Search code examples
apache-pigclouderaooziehue

Pig UDF receives or uses wrong parameter


I am running a pig script trough Oozie. The script uses a UDF.

The UDF gets its parameters like this:

public Float exec(Tuple input) throws IOException {

    if (input == null || input.size() == 0)
        return new Float(0);

    FileSystem fs = FileSystem.get(UDFContext.getUDFContext().getJobConf());

    String firstModel = input.get(1).toString();

    InputStream firstModel = fs.open(new Path(firstModel));
    ...

In the Oozie debug, the ingoing parameter seems to be ok:

  -param
  firstModel_firstscript=./en-sent.bin

in the script itself it looks like this:

%DEFAULT firstModel_firstscript 'somedefaultstuffthatisntused/firstmodel.bin';
...
myUDF(document, '$firstModel_firstscript', '$secondmodel_firstscript', '$lastmodel_firstscript') AS score;

The same results go for

myUDF(document, '${firstModel_firstscript}', '${secondmodel_firstscript}', '${lastmodel_firstscript}') AS score;

in STDERR it reads:

ERROR 2078: Caught error from UDF: my.domain.udf.myUDF [File does not exist: /user/cloudera/firstmodel_firstscript

note that it isn't the directory that I should have passed.

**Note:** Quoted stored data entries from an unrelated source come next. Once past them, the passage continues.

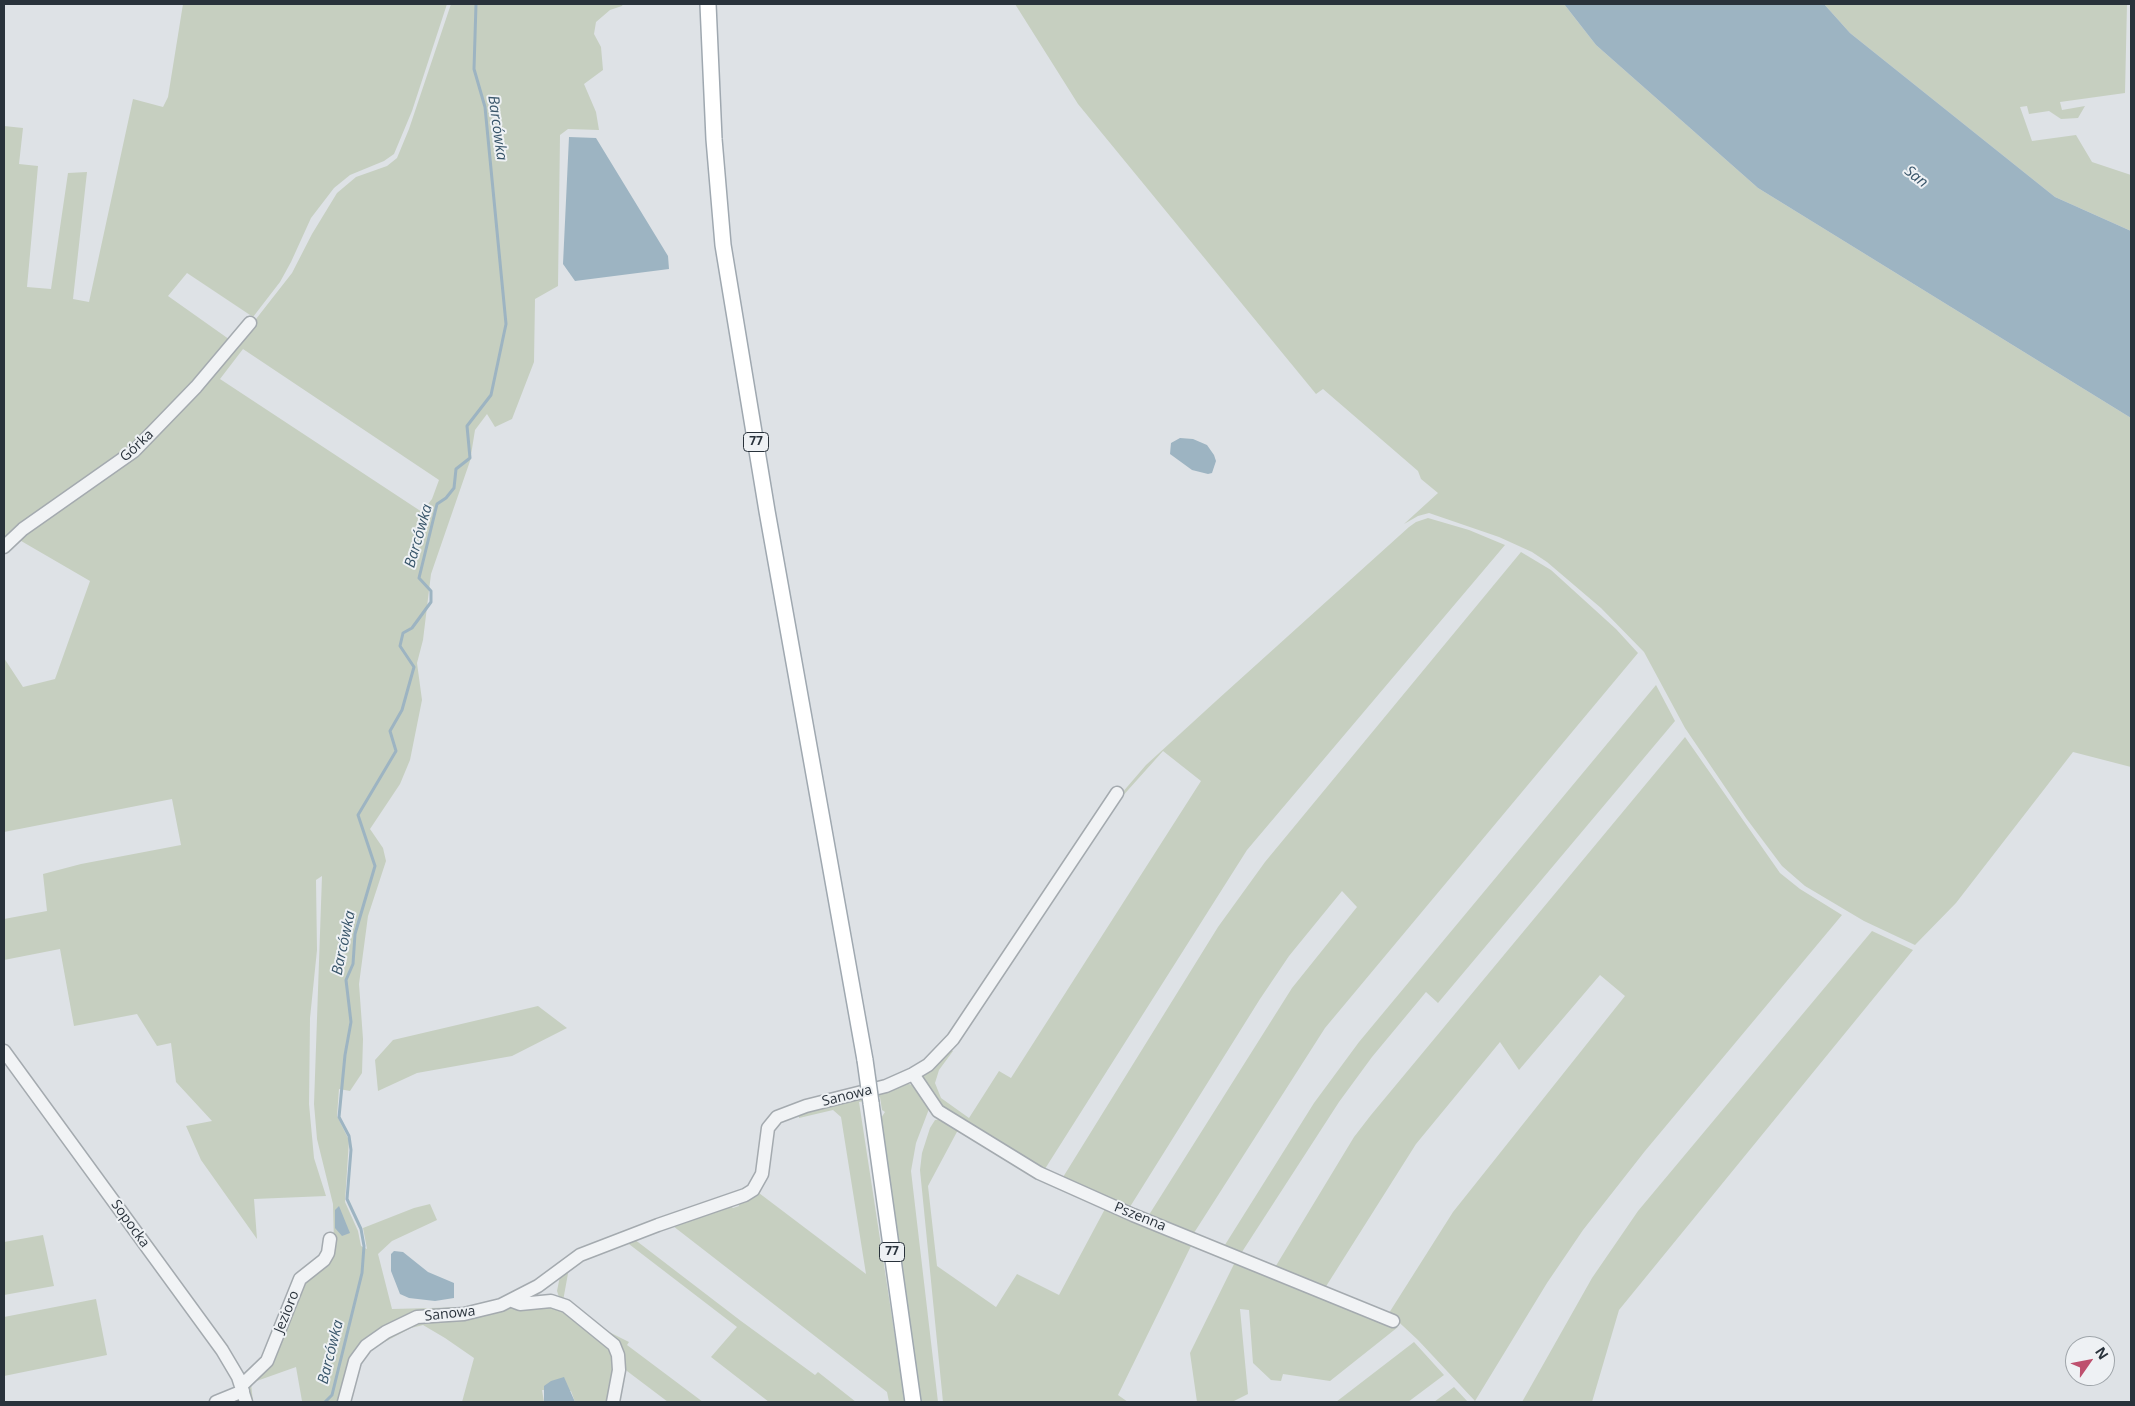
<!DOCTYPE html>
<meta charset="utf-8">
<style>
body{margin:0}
#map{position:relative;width:2135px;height:1406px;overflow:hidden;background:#dee2e6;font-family:"Open Sans",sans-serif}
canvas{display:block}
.frame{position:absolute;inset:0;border:5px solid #29323b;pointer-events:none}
.north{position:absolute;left:2065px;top:1336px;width:50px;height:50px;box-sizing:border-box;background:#eef1f4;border:1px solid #9fa5aa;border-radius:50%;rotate:57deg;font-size:14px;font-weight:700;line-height:20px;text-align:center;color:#29323b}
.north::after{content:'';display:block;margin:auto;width:18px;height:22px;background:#be506e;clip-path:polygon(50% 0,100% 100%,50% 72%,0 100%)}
</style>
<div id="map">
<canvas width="2135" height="1406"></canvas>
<div class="frame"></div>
<div class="north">N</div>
</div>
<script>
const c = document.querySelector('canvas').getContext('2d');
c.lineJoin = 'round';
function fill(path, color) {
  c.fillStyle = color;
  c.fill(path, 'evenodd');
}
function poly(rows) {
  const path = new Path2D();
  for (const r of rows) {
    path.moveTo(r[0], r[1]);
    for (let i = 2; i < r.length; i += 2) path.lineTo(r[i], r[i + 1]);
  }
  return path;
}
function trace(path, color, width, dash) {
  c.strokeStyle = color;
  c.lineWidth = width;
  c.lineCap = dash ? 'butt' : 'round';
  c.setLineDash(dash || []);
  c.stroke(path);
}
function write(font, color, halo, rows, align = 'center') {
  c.font = font + ' "Open Sans",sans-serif';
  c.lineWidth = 4;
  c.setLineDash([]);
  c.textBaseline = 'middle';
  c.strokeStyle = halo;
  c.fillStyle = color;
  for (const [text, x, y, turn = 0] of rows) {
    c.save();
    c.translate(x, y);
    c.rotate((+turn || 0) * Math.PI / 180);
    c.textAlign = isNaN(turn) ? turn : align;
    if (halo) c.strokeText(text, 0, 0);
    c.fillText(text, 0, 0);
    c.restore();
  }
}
fill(poly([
 [183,4,447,4,412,111,394,154,384,161,350,175,334,188,311,218,291,262,280,282,253,317,187,273,168,296,233,342,220,365,292,273,312,234,337,193,356,177,387,166,397,158,409,129,451,4,623,4,622,6,610,10,596,22,594,34,601,47,603,70,584,84,596,112,599,130,568,129,560,135,558,286,535,299,534,362,512,419,495,427,487,414,475,430,470,461,431,574,423,640,417,663,422,700,410,760,400,784,370,829,383,848,386,861,368,916,359,984,363,1039,362,1073,350,1091,339,1089,337,1116,349,1140,345,1202,358,1231,361,1246,367,1249,363,1228,414,1208,430,1204,437,1220,392,1241,378,1254,392,1309,468,1307,491,1303,504,1296,506,1299,484,1309,431,1313,374,1337,341,1402,299,1402,302,1401,296,1367,251,1383,253,1402,247,1389,300,1285,334,1244,333,1204,317,1139,314,1104,322,876,316,880,317,950,310,1018,309,1104,314,1158,326,1196,254,1199,257,1239,201,1160,186,1126,212,1121,176,1082,171,1043,157,1046,137,1014,74,1026,60,949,4,960,4,919,47,911,43,874,81,864,181,845,172,799,4,832,4,658,23,687,55,679,90,581,16,538,4,541,4,126,23,128,19,164,38,166,27,287,51,289,68,173,87,172,73,299,89,302,133,99,163,107,168,97],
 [243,349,439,480,432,499,422,512,220,379],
 [1015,4,1564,4,1596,45,1758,188,2131,418,2131,767,2073,752,1956,903,1915,945,1864,921,1805,886,1782,866,1746,818,1685,728,1644,652,1601,608,1547,562,1532,552,1499,537,1429,513,1418,516,1404,524,1438,493,1421,479,1418,471,1323,389,1316,394,1078,104],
 [1824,4,2127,4,2125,93,2060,102,2062,110,2085,106,2078,118,2061,119,2049,111,2029,114,2027,106,2020,107,2032,141,2076,135,2092,162,2131,175,2131,231,2055,197,1850,33],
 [1428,518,1469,530,1505,545,1247,850,1043,1172,943,1108,921,1078,923,1075,949,1050,953,1051,939,1070,935,1083,941,1098,969,1118,999,1071,1011,1078,1201,781,1163,751,1111,809,1109,808,1146,765,1216,701,1409,527,1416,522],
 [1521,552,1551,570,1616,629,1638,653,1325,1028,1192,1236,1147,1218,1292,988,1357,907,1342,891,1289,956,1260,999,1128,1210,1060,1182,1218,927,1265,862],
 [1656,685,1675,721,1438,1003,1426,992,1372,1057,1339,1102,1240,1255,1223,1248,1314,1103,1359,1042],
 [1685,737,1780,873,1800,889,1842,915,1645,1151,1583,1230,1547,1283,1475,1401,1418,1340,1389,1313,1453,1212,1625,996,1600,975,1519,1070,1500,1042,1416,1144,1325,1288,1274,1269,1354,1137,1371,1115],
 [1872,931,1913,950,1619,1310,1592,1402,1522,1402,1592,1278,1638,1211],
 [538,1006,567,1028,512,1056,417,1073,378,1091,375,1060,393,1040],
 [907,1083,914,1086,929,1109,916,1143,911,1171,938,1402,921,1402,882,1126,881,1118,885,1112,882,1110,880,1097,859,1102,905,1402,889,1402,887,1392,673,1226,729,1205,733,1208,739,1206,738,1202,755,1190,866,1274,841,1117,833,1110,799,1118,799,1114],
 [942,1119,959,1128,928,1186,937,1266,996,1307,1017,1274,1059,1295,1106,1207,1390,1321,1398,1327,1330,1381,1283,1374,1281,1381,1271,1380,1253,1363,1249,1310,1240,1309,1248,1394,1232,1402,1197,1402,1190,1353,1235,1262,1192,1244,1118,1395,1128,1402,943,1402,920,1170,922,1153,930,1128,935,1120],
 [43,1235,54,1286,4,1295,4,1242],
 [634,1239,741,1321,815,1375,818,1372,856,1402,769,1402,711,1357,737,1327,625,1241],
 [615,1243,616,1245,582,1259,569,1268,563,1301,575,1310,560,1300,557,1291,561,1271,577,1259],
 [96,1299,107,1355,4,1376,4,1317],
 [554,1304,563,1308,615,1353,610,1402,575,1402,571,1391,542,1390,544,1402,462,1402,474,1358,445,1338,423,1325,411,1328,375,1347,410,1323,510,1306],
 [605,1330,629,1342,627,1345,703,1402,668,1402,623,1368,622,1359],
 [1414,1342,1444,1375,1408,1402,1336,1402],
 [1454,1387,1468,1402,1434,1402]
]), '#c6cfc0');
fill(poly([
 [1564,4,1824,4,1850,33,2055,197,2131,231,2131,418,1758,188,1596,45],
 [569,137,596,138,668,256,669,269,575,281,563,264],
 [1180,438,1193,439,1207,445,1214,455,1216,461,1212,473,1208,474,1192,470,1170,454,1171,443],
 [339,1206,350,1233,342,1236,335,1228,335,1210],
 [394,1251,403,1252,428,1272,454,1283,454,1298,435,1301,409,1298,400,1294,391,1271,391,1254],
 [564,1377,575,1402,544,1402,544,1386,551,1381]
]), '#9db4c2');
trace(poly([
 [325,1402,332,1395,362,1273,364,1246,361,1229,347,1199,351,1150,349,1136,339,1117,345,1055,351,1022,346,980,353,964,355,934,375,866,358,815,396,751,390,731,402,710,414,667,400,646,403,633,412,628,431,602,431,591,419,578,437,504,446,498,454,488,456,469,470,458,467,426,491,395,506,324,485,107,474,69,476,4]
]), '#9db4c2', 3);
const minor = poly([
 [4,547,23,529,134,451,196,387,250,323],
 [4,1051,222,1350,238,1377,246,1402],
 [913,1074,938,1111,1039,1173,1133,1215,1393,1321],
 [512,1301,520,1304,551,1301,566,1306,614,1345,618,1355,619,1370,613,1402],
 [241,1386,267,1361,300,1279,324,1260,328,1253,330,1239],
 [216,1402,243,1391],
 [344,1402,355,1361,366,1346,386,1332,417,1317,464,1314,501,1305,538,1286,580,1255,658,1225,745,1195,753,1190,762,1174,768,1128,777,1117,806,1106,886,1086,913,1074,928,1065,953,1039,1117,793]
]);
const major = poly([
 [708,4,714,139,723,245,767,511,865,1060],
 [871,1103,913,1402]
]);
trace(minor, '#a4aaaf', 15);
trace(major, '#9fa8b0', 18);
trace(minor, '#f1f3f5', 12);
trace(major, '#fff', 15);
const majorBridge = poly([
 [865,1060,871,1103]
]);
trace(majorBridge, '#9fa8b0', 18, []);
trace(majorBridge, '#fff', 15);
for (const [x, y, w] of [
 [756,442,25],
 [892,1252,25]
]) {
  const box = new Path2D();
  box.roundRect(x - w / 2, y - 9.5, w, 19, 4);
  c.fillStyle = '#eef1f4';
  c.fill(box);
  trace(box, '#29323b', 1);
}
write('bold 12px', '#29323b', null, [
 ["77",756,442],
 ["77",892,1252]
]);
write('14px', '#29323b', '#eef1f4', [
 ["Górka",137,446,-43],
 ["Sanowa",847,1096,-14],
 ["Pszenna",1140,1217,22],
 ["Sopocka",130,1224,54],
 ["Jezioro",287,1312,-68],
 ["Sanowa",450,1314,-6]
]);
write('italic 15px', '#38556a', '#eef1f4', [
 ["Barcówka",497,128,82],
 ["San",1916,177,38],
 ["Barcówka",419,536,-74],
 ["Barcówka",344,943,-78],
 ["Barcówka",331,1352,-76]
]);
</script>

I'm at a loss here.... Hope I explained my situation clear enough.

Regards


Solution

  • I found that I was passing hadoop settings in my script the wrong way.

    Using:

    set xyz firstmodel_firstscript;
    

    instead of

    set xyz $firstmodel_firstscript;
    

    even tough the values were already set via %default, this is still the way to do it.